The weed of Hunter S. Thompson, the one time legendary Rolling Stone writer, the man who defined a generation with books such as Fear and Loathing in Las Vegas, Fear and Loathing on the Campaign Trail, and Hells Angels, the man who was played by not only Bill Murray but by Johnny Depp twice (and one of those times was in 1998 when Johnny Depp was the coolest guy on the planet, not the haggard wife-beater who’s in those pirates movies that are still getting made), is going to be made available on the market soon.

His widow Anita Thompson told the Aspen Times that she’s planning to clone Hunter’s personal weed stash Jurassic Park-style, and sell it on the Colorado market. “I’m looking forward to being a drug lord,” she said.

The decision to sell cannabis with the official Hunter S. Thompson brand was not made lightly. Anita said that since marijuana became legal in Colorado she would “get approached probably once a month by cannabis growers, dispensaries.”

“I’ve had probably 10 meetings in the last three years,” Thompson said, “and I always ended up saying ‘No’ because it’s the same story every time: somebody wants to slap Hunter’s name on their strain.”

When she realized she could sell weed that truly came from her late husband, she got on board. She’s cloning six strains of the celebrated author’s stash in collaboration with a marijuana company.

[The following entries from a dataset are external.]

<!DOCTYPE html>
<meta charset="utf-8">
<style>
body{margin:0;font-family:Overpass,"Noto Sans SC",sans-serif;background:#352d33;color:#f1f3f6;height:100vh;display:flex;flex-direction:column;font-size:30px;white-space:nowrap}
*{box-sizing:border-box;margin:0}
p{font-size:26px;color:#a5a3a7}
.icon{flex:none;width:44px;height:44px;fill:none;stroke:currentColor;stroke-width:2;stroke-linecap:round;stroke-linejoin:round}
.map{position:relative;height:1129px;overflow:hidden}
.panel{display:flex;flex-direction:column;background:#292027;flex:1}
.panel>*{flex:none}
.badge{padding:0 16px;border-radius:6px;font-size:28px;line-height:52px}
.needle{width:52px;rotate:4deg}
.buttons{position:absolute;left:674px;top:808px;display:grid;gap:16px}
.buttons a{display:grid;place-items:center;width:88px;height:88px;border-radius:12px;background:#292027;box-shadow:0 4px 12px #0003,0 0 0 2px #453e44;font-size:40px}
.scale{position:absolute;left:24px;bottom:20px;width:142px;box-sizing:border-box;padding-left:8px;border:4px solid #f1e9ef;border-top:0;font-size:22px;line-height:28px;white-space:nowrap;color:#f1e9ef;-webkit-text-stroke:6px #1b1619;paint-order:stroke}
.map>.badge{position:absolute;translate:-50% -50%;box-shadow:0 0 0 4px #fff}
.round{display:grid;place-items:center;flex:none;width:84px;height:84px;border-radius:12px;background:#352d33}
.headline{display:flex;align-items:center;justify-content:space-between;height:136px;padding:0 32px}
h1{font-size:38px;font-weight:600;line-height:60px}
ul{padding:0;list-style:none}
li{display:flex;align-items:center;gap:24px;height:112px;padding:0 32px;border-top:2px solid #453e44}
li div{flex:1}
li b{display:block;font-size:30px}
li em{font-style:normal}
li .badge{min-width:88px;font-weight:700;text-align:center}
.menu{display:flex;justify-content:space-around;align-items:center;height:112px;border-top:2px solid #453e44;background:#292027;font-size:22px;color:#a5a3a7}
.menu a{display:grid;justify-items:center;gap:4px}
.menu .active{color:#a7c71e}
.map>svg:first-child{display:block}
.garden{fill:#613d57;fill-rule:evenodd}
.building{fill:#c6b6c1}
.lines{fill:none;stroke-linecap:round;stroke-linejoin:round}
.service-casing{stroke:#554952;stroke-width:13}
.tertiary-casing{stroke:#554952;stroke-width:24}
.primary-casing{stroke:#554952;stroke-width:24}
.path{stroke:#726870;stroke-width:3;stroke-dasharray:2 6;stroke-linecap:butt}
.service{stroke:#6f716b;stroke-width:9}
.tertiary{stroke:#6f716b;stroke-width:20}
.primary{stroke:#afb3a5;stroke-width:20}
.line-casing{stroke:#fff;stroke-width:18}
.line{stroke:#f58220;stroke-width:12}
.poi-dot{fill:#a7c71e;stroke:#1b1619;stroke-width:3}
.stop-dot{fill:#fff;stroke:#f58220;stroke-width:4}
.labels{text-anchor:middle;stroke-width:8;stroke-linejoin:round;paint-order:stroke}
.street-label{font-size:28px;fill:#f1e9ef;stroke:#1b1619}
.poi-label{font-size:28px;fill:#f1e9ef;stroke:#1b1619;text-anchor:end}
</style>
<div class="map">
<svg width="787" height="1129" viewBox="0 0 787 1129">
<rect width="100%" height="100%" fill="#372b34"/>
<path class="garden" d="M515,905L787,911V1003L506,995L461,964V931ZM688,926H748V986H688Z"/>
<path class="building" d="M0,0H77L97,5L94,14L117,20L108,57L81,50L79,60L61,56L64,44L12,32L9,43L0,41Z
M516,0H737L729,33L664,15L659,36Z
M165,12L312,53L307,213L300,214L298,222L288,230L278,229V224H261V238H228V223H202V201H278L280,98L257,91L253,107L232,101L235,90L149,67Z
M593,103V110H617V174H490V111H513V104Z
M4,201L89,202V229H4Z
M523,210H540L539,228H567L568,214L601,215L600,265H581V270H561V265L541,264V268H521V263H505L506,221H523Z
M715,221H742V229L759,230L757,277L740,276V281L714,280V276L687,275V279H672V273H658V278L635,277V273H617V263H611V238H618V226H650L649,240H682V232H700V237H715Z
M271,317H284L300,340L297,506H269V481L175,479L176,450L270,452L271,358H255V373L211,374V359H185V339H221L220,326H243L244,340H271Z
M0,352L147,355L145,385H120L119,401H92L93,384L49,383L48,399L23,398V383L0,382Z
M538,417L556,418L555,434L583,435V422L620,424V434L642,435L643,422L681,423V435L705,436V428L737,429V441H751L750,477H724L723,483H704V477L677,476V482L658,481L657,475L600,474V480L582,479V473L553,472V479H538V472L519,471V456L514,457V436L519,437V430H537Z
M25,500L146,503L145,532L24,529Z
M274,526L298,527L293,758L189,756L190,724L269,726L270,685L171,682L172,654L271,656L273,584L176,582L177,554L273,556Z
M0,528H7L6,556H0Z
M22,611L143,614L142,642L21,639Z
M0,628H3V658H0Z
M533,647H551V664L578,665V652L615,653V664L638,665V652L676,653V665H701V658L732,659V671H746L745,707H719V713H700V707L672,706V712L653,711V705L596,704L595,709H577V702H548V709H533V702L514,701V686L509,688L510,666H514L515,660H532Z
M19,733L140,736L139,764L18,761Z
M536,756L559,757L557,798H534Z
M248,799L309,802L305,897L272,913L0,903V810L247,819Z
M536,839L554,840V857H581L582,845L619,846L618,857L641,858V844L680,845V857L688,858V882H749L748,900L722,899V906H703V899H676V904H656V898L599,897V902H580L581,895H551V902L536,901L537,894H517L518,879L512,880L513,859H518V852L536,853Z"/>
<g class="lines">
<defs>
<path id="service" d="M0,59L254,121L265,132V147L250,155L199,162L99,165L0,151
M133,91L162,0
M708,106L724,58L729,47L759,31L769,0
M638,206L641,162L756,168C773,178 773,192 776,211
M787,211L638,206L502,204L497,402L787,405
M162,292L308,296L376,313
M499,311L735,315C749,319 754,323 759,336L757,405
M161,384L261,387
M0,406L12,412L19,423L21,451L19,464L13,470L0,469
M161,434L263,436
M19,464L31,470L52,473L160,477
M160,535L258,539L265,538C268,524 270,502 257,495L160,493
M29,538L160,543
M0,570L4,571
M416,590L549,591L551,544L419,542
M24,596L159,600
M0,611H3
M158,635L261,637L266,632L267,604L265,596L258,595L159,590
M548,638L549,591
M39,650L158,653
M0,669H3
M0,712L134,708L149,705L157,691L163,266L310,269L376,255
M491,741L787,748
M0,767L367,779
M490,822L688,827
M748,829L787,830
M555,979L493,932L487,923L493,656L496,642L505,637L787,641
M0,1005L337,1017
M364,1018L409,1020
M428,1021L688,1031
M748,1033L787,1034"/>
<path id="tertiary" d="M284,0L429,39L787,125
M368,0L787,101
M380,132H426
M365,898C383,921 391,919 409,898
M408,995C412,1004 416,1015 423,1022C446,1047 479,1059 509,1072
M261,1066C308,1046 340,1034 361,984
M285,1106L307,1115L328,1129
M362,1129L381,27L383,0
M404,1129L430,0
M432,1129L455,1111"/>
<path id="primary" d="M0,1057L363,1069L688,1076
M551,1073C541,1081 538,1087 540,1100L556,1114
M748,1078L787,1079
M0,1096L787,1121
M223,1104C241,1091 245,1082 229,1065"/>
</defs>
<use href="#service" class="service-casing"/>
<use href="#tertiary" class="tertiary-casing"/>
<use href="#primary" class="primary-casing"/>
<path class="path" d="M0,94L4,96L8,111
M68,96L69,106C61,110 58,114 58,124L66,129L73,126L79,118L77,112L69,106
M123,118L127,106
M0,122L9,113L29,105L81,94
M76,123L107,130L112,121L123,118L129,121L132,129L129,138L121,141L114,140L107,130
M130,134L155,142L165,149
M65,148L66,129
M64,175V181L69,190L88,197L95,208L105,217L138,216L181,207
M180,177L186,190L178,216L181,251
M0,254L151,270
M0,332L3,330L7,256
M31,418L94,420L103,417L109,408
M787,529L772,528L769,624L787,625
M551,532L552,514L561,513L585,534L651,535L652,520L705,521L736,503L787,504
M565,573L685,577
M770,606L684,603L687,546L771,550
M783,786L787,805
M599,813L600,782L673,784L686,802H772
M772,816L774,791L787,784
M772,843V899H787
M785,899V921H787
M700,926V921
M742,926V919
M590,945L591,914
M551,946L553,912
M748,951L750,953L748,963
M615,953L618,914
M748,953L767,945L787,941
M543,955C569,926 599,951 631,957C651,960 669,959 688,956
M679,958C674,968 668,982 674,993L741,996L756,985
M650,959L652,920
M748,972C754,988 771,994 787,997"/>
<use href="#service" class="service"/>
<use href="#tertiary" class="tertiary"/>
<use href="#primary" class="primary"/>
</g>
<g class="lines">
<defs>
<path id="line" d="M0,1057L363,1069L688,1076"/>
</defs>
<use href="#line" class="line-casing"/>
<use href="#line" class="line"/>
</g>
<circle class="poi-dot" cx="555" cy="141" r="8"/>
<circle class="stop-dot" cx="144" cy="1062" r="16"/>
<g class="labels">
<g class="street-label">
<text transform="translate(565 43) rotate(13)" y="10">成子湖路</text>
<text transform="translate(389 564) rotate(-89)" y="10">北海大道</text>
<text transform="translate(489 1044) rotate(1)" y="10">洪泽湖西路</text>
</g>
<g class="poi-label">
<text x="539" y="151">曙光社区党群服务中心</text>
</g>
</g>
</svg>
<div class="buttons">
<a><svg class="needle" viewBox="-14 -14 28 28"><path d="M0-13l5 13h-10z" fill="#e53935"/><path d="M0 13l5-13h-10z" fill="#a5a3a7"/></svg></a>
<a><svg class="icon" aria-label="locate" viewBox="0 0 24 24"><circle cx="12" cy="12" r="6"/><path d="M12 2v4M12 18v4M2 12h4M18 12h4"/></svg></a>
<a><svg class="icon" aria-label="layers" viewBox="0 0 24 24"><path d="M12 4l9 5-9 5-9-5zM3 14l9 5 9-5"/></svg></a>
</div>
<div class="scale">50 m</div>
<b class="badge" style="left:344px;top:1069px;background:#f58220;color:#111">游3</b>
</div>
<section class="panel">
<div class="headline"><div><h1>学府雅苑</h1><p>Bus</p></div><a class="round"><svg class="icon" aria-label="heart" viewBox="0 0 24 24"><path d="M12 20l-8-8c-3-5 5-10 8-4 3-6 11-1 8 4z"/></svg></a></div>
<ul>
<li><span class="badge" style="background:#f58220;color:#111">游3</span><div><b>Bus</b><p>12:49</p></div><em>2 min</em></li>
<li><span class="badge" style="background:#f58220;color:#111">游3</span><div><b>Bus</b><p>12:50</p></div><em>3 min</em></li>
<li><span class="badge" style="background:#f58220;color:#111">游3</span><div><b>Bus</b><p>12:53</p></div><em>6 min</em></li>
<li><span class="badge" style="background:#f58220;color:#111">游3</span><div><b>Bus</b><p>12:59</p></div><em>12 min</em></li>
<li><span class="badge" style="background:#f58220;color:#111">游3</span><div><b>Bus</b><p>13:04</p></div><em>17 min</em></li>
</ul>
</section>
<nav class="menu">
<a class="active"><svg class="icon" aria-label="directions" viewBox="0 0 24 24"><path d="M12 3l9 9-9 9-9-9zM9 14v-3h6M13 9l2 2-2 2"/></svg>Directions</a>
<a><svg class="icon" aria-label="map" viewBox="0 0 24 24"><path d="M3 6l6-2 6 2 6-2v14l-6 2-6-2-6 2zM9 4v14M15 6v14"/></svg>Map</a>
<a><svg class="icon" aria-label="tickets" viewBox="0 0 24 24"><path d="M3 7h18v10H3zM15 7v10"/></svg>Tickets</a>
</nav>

The move also comes after some shrewd business dealings Thompson had to navigate in order to get the legal rights involved. While Hunter’s will left Anita the right to reside on his property, a 42 acre “fortified compound” called Owl Farm, it did not give her ownership. Ownership of the land fell to the so-called Gonzo Trust, a group of lawyers and trustees.

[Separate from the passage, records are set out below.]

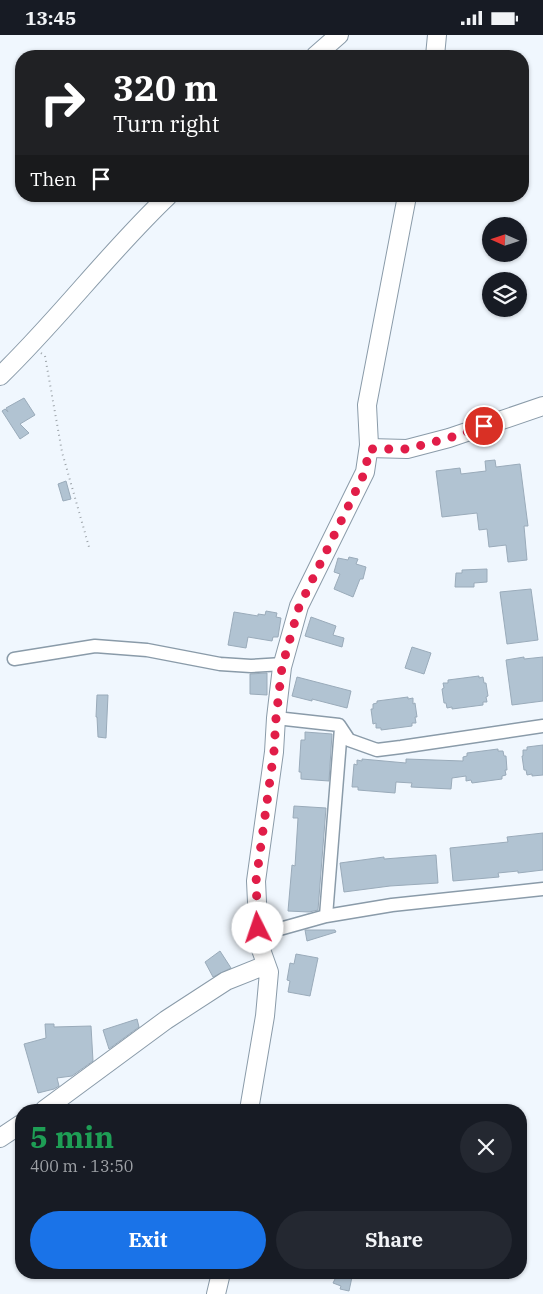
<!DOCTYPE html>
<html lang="en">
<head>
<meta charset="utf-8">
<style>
	:root { --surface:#171b24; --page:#242831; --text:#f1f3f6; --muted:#9ea1a6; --accent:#1a73e8 }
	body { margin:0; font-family:"IBM Plex Serif",serif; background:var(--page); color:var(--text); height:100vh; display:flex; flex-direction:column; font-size:19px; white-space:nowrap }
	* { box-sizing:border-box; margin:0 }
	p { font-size:16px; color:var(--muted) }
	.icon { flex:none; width:28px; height:28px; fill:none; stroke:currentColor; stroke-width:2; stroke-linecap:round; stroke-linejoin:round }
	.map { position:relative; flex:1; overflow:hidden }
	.details { position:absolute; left:15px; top:1069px; width:512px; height:175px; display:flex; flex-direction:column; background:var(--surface); border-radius:20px; box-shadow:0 1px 4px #0004 }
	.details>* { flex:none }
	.hud { position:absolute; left:15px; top:15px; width:514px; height:152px; border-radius:20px; box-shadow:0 1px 4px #0004; background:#202124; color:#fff; overflow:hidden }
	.needle { width:32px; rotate:273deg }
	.controls { position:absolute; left:482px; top:182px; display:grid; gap:10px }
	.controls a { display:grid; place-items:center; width:45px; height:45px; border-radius:50%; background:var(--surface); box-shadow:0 1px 4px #0004; font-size:25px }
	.pin { position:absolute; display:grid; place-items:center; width:42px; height:42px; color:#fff; margin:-21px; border:2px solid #fff; border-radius:50%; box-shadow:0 1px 5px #0007 }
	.me { position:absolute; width:55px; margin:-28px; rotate:356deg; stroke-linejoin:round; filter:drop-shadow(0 0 4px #0008) }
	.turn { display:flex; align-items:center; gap:18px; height:105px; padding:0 15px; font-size:22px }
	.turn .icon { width:65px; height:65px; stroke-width:2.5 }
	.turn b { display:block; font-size:35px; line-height:42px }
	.then { display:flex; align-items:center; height:48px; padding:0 15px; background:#0003; gap:10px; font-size:19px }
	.round { display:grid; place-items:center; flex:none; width:52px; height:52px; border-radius:26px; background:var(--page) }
	.headline { display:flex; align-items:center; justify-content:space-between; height:85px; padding:0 15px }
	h1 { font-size:30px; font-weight:800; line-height:38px; color:#1e9e55 }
	.button { display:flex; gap:10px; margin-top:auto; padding:10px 15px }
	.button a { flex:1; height:58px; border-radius:30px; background:var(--accent); color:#fff; font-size:20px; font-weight:800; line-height:58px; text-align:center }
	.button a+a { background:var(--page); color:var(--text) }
	.status { display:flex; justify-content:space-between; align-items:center; height:35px; padding:0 25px; background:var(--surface); direction:ltr }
	.status svg { height:14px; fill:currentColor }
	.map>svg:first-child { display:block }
	.building { fill:#b1c3d2; stroke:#9aabba }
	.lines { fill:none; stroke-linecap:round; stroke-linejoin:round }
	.street-casing { stroke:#8a9ba9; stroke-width:15 }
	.secondary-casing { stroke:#8a9ba9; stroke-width:20 }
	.path { stroke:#9ea5ab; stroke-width:2; stroke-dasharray:1 4; stroke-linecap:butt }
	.street { stroke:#fff; stroke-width:12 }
	.secondary { stroke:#fff; stroke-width:18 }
	.route { stroke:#e11d48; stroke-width:9; stroke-dasharray:0 16.2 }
</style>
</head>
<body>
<div class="status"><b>13:45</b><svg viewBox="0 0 49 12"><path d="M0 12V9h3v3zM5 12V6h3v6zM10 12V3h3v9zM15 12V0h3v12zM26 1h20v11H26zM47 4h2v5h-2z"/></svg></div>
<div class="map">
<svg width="543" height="1259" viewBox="0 0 543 1259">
	<rect width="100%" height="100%" fill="#f0f7fe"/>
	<path class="building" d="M24,363l11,17 -15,9 9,9 -9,6 -18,-28 3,-2 3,3 -2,-4z
		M495,425l1,7 24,-3 8,62h-4l3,34 -19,2 -2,-17 -17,2 -2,-18 -8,1 -2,-17 -35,4 -6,-46 24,-3 1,6 25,-3 -1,-10z
		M66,446l5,18 -8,2 -5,-17z
		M349,522l9,2 -2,5 10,3 -3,12h-3l-7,18 -19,-8 6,-15 -6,-2 4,-14 10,2z
		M487,534v13l-13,1v4h-19l1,-14h6v-3z
		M531,554l7,51 -31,4 -7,-52z
		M266,576l11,2 -1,4 5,1 -3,19h-5l-1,4 -24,-4 -2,11 -18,-3 6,-33 24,4v-2l7,1z
		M311,582l25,9 -3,9 11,3 -2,9 -37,-11z
		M412,612l19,6 -7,21 -19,-6z
		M524,622v2l19,-2v44l-31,4 -6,-45z
		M267,638v22l-17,-1v-20z
		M479,641v2l4,-1 1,6h2l2,13 -2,1 1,5h-4v3l-31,4v-2l-5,1 -1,-5h-2l-2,-14 2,-1 -1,-5h5v-3z
		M297,642l54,14 -4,17 -35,-9v2l-20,-5z
		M97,660h11l-2,43 -8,-1 -1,-20h-1z
		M408,662v2l5,-1v6l2,-1 2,14h-2l1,6h-4v3l-31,4v-2h-5v-5l-3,1 -2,-15h2v-5l4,-1v-2z
		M305,697l27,2 -3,47 -28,-2v-7h-2l2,-32h4z
		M543,710v30l-11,1v-2l-5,1 -1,-5h-2l-2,-14h1v-6h4v-3z
		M498,714v2h5l1,5h2l1,14h-2l1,5 -4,1v3l-30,4 -1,-3 -5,1v-5l-14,2 -1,11 -40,-2 1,-4 -16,-1 -1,11 -37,-3v-3h-6l2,-23 3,1v-5l5,1v-2l44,4v-4l57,2v-4l4,-1v-3z
		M294,771l32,2 -8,102 -9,2 -21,-1 4,-46 3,1 3,-48h-5z
		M543,798v37l-25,3v-2l-20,2 1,4 -46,4 -3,-33 58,-6 -1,-5z
		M436,820l2,28 -48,3 -46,6 -4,-29 44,-6v2z
		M305,895h30l1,2 -29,9z
		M220,916l11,17 -18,9 -8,-15z
		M296,919l22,4 -8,38 -22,-4 2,-11 -3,-1 3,-17 4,1z
		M137,984l2,8 -30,22 -6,-19z
		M45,989h9v3l37,-1 2,35 -21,15 -15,2 2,8 -5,3 -16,4 -14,-49 22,-6z
		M337,1240l6,3 1,-3 8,2 -3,14 -9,-2 1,-3 -8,-3z"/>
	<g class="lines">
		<g class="street-casing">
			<path id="street" d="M14,624l81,-13 52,4 73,14 31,2 32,-2
				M276,683l63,7 10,15 28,10 24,-3 142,-21
				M326,881l15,-188
				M276,895l50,-14 66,-11 151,-16"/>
		</g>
		<g class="secondary-casing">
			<path id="secondary" d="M315,21l24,-21
				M435,21l2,-21
				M0,341c59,-57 108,-123 168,-180
				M369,413l38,1 42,-11 94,-32
				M44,1075l122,-90 60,-39 40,-16
				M249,1075l16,-94 4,-44 -10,-28 -3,-63 18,-129 2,-34 6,-51 17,-61 66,-134 4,-27 -2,-40 40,-209
				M0,1103l21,-14
				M216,1259l5,-21"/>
		</g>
		<path class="path" d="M41,318l4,3 17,96 27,95"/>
		<use href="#street" class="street"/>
		<use href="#secondary" class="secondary"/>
	</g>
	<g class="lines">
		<path class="route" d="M258,893l-2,-47 18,-130 2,-33 6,-51 17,-60 66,-135 4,-23h38l42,-11 35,-12"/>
	</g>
</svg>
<div class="controls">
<a><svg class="needle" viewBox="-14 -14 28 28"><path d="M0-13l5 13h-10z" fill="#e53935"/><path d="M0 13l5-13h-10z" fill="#9ea1a6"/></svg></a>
<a><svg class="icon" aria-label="layers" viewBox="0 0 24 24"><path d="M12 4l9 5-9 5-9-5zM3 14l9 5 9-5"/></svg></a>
</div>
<div class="pin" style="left:484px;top:391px;background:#d93025"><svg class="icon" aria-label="arrive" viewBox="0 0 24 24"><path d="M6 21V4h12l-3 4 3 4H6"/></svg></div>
<svg class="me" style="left:258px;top:893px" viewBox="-20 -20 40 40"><circle r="19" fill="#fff"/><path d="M0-13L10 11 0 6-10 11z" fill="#e11d48"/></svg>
<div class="hud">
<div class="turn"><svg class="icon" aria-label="right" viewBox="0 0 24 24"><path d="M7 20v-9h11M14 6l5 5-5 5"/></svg><div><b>320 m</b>Turn right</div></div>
<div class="then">Then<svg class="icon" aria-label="arrive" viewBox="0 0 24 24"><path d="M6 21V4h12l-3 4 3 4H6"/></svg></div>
</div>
<section class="details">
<div class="headline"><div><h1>5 min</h1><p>400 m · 13:50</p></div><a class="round"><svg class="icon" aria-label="close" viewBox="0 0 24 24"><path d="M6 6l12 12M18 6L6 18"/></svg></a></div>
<div class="button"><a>Exit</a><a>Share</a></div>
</section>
</div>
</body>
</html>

Through the nuances of real estate, which are beyond the intellect of the Dabs Mag staff, occupancy rights of the land were actually more valuable than the farm itself. So Anita leveraged that to make a purchase of Owl Farm for the low low price of half a million last June (the property was valued at $2.55 million). Thompson then traded in her rights to gain proceeds from Hunter’s book sales in exchange for full ownership of Hunter’s likeness and the “Gonzo” logo. “So I own the house, the property, the logo and Hunter’s likeness,” she said. “And now I can protect it, as I always have, but now I can do it with full ownership.”

Real estate deals and branding likenesses. What could be more counterculture and rock-and-roll than that?